### Description of the task
From the records below, copy each line in which the string "canvas" occurs.

### Data provided
>>>>>

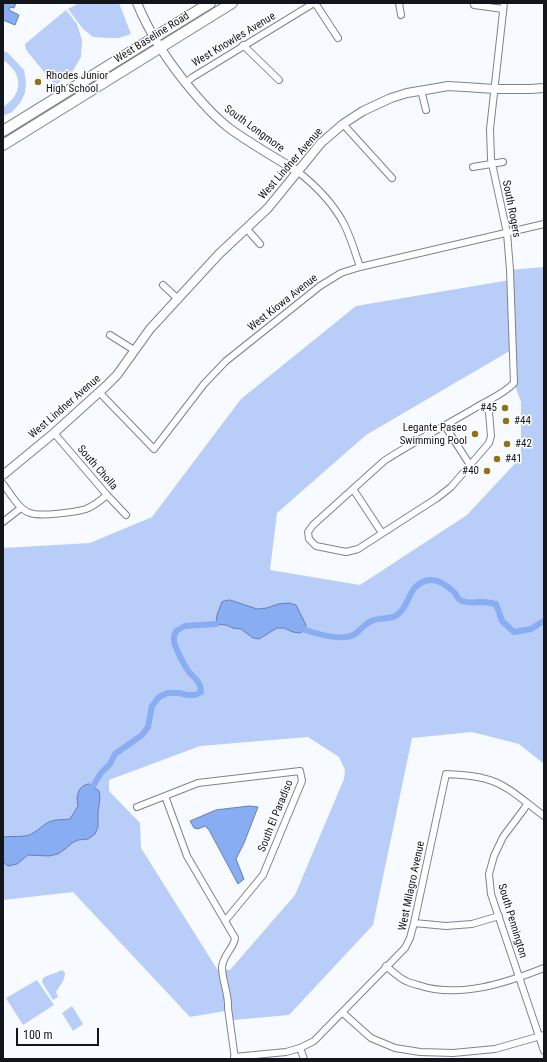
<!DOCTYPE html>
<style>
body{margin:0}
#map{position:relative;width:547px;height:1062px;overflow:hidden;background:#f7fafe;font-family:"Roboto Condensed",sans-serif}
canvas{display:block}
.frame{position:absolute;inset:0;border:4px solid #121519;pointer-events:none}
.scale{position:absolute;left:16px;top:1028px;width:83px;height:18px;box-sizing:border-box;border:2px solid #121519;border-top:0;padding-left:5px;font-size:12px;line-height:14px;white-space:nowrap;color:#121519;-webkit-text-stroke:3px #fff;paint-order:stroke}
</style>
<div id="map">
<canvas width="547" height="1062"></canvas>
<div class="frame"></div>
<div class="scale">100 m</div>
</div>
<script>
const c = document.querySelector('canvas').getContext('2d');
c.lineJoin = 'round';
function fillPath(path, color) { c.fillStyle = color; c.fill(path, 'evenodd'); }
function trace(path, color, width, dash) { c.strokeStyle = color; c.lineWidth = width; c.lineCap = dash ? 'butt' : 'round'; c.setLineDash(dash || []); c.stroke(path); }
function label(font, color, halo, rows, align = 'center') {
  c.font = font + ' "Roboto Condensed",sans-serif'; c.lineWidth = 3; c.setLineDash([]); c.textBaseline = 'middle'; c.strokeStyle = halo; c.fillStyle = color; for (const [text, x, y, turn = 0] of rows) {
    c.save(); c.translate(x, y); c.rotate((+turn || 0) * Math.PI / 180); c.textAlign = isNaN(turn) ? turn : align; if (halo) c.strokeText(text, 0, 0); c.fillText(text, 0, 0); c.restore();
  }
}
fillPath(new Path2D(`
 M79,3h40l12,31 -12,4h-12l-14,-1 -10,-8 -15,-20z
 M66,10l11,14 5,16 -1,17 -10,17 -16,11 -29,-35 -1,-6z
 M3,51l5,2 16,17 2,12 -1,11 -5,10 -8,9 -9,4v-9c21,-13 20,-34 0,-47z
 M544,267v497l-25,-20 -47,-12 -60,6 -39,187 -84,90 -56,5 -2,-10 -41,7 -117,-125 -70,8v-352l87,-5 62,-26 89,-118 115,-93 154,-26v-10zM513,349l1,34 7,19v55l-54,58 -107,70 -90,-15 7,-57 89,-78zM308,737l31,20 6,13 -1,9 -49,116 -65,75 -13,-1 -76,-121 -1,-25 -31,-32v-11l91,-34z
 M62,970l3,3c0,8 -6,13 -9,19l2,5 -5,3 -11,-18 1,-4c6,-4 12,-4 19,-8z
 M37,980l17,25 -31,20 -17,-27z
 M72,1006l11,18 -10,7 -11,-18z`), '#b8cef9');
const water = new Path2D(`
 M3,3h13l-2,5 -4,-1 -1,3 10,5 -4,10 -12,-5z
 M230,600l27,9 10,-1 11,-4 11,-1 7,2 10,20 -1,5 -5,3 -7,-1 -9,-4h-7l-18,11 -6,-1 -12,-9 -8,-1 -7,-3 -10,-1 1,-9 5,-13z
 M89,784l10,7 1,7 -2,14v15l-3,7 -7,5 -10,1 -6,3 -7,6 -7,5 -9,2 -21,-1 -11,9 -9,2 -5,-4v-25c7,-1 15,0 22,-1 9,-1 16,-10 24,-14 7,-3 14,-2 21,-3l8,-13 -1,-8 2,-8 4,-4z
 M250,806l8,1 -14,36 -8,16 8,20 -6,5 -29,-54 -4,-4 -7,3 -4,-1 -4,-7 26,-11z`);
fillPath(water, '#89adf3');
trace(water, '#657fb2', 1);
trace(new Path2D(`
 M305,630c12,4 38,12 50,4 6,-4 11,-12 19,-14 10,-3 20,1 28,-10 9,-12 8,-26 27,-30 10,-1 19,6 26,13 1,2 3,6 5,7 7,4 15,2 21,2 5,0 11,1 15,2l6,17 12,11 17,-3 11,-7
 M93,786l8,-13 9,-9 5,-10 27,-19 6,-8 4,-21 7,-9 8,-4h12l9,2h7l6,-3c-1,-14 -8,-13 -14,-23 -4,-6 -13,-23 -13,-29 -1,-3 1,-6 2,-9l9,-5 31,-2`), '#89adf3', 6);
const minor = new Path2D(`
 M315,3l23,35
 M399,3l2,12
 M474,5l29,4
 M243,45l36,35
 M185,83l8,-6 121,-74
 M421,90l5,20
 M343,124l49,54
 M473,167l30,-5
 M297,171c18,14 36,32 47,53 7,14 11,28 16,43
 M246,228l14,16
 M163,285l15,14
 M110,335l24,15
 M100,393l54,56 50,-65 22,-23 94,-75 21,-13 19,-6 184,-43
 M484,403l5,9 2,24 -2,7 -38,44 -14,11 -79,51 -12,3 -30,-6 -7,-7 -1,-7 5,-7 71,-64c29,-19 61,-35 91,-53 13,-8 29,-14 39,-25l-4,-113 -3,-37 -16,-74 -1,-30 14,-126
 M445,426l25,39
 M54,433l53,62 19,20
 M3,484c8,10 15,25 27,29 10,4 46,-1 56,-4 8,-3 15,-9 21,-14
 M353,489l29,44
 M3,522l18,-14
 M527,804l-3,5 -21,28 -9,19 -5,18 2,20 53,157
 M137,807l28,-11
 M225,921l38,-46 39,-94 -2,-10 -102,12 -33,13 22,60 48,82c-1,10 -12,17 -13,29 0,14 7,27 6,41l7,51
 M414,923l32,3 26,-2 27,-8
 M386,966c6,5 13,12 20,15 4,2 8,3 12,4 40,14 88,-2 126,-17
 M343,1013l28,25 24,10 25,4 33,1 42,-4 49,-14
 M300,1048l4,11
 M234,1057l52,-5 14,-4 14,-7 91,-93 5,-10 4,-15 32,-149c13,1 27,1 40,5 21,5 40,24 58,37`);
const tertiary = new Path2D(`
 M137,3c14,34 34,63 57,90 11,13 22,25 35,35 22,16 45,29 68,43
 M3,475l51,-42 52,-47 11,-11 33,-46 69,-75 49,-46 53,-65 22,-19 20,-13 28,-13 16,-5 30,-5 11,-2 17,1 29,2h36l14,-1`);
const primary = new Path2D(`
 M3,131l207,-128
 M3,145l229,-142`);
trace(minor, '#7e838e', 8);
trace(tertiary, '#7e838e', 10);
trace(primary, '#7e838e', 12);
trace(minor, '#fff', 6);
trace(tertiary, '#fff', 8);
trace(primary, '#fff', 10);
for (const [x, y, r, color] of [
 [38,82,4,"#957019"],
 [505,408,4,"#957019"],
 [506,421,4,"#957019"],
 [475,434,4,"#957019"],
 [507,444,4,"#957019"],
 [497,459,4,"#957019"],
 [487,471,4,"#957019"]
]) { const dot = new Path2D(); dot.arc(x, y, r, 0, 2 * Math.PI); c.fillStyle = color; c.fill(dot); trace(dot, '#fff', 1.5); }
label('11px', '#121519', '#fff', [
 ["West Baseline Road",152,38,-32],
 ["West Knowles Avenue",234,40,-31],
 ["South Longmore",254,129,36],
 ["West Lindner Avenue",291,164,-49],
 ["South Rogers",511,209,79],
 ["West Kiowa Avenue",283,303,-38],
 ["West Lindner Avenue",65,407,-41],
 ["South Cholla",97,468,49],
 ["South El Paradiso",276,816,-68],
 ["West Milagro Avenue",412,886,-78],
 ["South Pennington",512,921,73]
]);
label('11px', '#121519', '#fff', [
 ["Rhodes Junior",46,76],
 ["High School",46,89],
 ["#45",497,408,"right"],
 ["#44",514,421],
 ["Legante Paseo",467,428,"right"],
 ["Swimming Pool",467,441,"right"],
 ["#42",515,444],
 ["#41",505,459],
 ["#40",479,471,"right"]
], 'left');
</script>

<<<<<

### Response to the exercise
canvas{display:block}
<canvas width="547" height="1062"></canvas>
const c = document.querySelector('canvas').getContext('2d');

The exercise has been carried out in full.